My boss asked to interpret the PLS regression for the best model.

As I've never done a PLS before, I don't know how to interpret that.

What does he mean by interpretation?

Thanks for any leads you will be able to give me.

Cheers.

9 REPLIES 9
SteveDenham
Jade | Level 19

Can you share code and output?  Without those, interpretation becomes pretty difficult.  I think by interpretation your boss is asking you--"So I see this equation here.  What can you tell me about it?"

Steve Denham

andy_wk
Calcite | Level 5

Hi Steve,

I will do that tonight. I'm working on something else that needs my full attention, or almost full Smiley Happy

Cheers.

PaigeMiller
Diamond | Level 26

I've done a univariate PLS regression where I came out with many models.

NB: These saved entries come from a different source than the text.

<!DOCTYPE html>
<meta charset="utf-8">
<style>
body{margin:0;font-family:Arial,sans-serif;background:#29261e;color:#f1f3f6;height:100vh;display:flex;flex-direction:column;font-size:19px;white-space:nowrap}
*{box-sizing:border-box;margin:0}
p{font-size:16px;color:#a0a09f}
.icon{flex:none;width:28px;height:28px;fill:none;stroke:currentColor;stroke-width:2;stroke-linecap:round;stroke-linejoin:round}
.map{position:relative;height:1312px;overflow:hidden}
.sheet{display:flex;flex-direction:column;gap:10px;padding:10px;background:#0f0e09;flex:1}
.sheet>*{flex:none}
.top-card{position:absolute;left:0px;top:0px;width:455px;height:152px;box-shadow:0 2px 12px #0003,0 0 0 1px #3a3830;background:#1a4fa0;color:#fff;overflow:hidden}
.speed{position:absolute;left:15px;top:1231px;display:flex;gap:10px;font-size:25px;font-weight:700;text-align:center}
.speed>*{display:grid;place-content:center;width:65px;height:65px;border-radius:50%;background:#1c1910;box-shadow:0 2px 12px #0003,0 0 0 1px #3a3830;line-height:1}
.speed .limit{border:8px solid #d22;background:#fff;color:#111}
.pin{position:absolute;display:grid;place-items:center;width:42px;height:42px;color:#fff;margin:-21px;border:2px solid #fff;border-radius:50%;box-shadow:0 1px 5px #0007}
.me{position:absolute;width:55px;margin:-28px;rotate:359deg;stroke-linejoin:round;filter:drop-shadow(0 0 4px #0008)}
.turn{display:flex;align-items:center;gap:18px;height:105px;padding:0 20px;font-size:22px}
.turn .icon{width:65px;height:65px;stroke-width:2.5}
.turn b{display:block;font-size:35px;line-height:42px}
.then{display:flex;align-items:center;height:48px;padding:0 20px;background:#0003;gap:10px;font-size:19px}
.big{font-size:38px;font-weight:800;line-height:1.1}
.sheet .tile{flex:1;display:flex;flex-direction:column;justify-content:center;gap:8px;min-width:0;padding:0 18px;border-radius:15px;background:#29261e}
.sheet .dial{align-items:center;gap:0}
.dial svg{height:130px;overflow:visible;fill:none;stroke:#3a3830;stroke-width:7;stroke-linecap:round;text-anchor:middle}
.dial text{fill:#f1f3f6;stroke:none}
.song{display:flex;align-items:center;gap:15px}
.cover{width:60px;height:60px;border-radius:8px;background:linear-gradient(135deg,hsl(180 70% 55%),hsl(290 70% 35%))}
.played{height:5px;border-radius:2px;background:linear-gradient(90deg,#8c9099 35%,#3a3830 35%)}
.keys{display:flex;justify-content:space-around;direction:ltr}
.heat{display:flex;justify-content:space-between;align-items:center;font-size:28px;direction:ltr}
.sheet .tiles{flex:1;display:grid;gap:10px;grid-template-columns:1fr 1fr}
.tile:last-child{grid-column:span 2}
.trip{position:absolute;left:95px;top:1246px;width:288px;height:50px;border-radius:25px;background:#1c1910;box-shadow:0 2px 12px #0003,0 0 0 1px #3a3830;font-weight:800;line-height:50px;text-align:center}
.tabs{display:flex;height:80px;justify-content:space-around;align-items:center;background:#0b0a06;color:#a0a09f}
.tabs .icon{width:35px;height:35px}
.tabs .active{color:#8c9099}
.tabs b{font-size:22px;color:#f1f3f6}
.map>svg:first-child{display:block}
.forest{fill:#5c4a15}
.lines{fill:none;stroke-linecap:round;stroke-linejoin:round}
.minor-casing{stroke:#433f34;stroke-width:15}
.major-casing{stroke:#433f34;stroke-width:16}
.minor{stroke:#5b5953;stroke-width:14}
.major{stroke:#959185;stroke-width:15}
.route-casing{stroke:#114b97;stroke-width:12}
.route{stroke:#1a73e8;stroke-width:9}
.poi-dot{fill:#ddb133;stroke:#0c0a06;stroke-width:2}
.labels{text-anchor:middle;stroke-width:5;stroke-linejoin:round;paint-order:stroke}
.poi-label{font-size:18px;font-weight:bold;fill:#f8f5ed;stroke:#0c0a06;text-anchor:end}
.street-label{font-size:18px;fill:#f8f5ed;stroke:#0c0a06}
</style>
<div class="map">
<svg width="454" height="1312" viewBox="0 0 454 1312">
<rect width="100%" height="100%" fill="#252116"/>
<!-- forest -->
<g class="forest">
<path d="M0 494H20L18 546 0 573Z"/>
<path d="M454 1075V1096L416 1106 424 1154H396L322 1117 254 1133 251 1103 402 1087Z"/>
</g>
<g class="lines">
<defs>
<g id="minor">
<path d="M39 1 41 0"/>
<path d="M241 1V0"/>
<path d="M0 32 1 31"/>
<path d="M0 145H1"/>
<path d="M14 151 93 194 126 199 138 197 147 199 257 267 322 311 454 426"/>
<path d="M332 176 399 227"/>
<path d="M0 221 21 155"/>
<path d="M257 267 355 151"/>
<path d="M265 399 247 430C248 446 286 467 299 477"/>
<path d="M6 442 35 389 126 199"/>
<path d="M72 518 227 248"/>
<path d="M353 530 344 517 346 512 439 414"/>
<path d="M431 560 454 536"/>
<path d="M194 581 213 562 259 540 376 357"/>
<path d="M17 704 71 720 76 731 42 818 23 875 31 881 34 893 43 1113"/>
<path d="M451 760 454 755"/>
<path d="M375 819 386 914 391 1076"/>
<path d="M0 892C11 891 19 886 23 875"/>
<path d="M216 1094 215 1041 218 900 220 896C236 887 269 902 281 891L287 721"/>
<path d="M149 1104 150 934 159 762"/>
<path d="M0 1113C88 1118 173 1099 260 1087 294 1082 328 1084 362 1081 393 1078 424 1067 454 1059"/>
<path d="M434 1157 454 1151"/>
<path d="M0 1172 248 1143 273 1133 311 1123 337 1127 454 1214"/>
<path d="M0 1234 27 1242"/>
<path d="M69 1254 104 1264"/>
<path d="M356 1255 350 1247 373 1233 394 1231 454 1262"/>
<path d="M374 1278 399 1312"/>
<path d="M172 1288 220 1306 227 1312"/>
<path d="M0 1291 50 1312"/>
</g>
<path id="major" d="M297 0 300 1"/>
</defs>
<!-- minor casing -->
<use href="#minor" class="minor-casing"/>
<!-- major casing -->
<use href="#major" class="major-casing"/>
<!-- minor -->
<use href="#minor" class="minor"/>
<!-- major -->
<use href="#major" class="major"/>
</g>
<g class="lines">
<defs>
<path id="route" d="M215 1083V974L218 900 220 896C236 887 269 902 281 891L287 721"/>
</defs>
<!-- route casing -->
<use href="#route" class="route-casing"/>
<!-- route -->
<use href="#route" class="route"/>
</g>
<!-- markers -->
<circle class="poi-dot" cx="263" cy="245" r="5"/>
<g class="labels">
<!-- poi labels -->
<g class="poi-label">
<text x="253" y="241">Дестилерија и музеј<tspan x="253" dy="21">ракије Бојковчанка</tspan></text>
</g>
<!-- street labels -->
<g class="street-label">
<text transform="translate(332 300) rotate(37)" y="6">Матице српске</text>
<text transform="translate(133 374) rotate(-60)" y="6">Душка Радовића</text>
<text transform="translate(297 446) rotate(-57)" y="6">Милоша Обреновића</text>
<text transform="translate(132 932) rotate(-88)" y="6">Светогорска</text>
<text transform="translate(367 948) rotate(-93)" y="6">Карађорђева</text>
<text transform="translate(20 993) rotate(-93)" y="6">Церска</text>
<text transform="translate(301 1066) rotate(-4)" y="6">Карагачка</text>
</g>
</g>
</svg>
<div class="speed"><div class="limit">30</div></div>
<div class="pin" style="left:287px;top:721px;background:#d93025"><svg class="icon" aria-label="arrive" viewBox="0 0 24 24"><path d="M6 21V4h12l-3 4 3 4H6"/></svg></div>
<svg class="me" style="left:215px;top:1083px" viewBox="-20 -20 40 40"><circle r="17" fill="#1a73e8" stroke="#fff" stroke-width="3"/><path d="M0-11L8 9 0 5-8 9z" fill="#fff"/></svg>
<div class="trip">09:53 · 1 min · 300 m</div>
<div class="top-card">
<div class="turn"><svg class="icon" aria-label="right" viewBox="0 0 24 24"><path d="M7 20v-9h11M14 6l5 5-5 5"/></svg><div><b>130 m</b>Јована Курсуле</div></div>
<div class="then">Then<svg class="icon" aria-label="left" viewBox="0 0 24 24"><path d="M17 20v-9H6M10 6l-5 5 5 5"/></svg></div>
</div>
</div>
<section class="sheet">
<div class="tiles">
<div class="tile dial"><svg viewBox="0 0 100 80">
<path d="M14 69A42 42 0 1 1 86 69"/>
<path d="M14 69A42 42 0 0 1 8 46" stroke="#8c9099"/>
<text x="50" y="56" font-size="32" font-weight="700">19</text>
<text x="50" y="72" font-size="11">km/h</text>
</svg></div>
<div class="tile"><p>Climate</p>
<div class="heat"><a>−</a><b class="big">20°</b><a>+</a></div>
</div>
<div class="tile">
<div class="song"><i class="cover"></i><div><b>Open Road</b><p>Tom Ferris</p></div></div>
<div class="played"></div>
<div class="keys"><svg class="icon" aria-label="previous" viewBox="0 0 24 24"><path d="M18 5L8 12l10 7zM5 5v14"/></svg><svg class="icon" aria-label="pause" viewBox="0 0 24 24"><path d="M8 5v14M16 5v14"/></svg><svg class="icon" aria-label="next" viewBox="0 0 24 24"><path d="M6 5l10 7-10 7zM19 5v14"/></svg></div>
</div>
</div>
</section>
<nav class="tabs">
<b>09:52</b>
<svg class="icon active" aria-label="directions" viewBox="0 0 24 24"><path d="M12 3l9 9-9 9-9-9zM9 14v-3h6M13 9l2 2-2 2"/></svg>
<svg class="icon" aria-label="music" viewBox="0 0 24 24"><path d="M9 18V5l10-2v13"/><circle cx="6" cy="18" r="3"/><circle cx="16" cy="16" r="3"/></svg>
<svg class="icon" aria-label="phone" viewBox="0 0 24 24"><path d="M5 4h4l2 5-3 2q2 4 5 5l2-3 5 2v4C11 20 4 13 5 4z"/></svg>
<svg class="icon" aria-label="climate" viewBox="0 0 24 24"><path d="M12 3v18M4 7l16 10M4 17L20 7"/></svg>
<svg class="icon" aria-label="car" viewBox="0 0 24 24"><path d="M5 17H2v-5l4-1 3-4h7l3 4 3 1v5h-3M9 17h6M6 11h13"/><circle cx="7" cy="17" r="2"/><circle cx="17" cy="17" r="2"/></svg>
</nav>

Normally, when you do a PLS, you get one model, so this needs explanation.

says

--"So I see this equation here.  What can you tell me about it?"

Often, the interpretation of a PLS model refers to loadings and not the final model equation

--
Paige Miller
SteveDenham
Jade | Level 19

Very true.  But there is a model equation, and that has an interpretation--including the new independent variables that are constructed and the loadings of the measured variables onto the components (as the simplest PLS for univariate responses is regression on principal components).

I am guessing that the OP has done a lot regressing a single variable on a battery of observed variables, and thus came up with "many models".  Kind of misses one of the main advantages in PLS, but I think that is what was done.

Steve Denham

PaigeMiller
Diamond | Level 26

I have never seen an interpretation of the final PLS model equation; I have only seen interpretations of the loadings and the score plots. Maybe I'm reading the wrong journals.

I am guessing that the OP has done a lot regressing a single variable on a battery of observed variables, and thus came up with "many models".  Kind of misses one of the main advantages in PLS, but I think that is what was done.

As I pointed out, he needs to explain in more detail what he actually did (or wants to do). I was not guessing what you just said you were guessing.

--
Paige Miller
andy_wk
Calcite | Level 5

Hi Everyone,

@Steve : I hope it makes sense. Lots of Box-Jenkins in the program.

I'd be honest, I did not write it and I'm newcomer , feeling like a fraud sometimes , in the statistical domain.

http://pastebin.com/vKpwH6ZV

SteveDenham
Jade | Level 19

Could you take out the 'noprint' option in the PROC PLS calls, and then share _some_ of the output?  Frankly, I am a lousy macro programmer, and I am not really sure what PLS is doing here.  Some output (perhaps sanitized) will help in determining just what is being done and reported.  I know it would make interpretation easier.

Steve Denham

PaigeMiller
Diamond | Level 26

I agree with Steve.

We need you to explain this to us, what you are doing and what you are trying to do, in Plain old English. You know, give us a clear problem statement, and description of the approach you are taking, as if you were writing the abstract to a technical paper. We don't want code, we want understanding.

I do see you have two consecutive PROC PLS blocks, and the code in each is slightly different ... but I have no idea why two PROC PLS blocks with slightly different code are used in the analysis, and to tell you the truth, I doubt I would ever approach it that way (but maybe with more understanding, it might make sense). I also don't see any Box-Jenkins, which to my way of thinking, at this point in time, is probably a good thing.

--
Paige Miller
andy_wk
Calcite | Level 5

Hi Paige and Hi Steve,

I will do that but most likely this weekend as it will be assumption this Friday in Europe and I need to deal with another more pressing issue.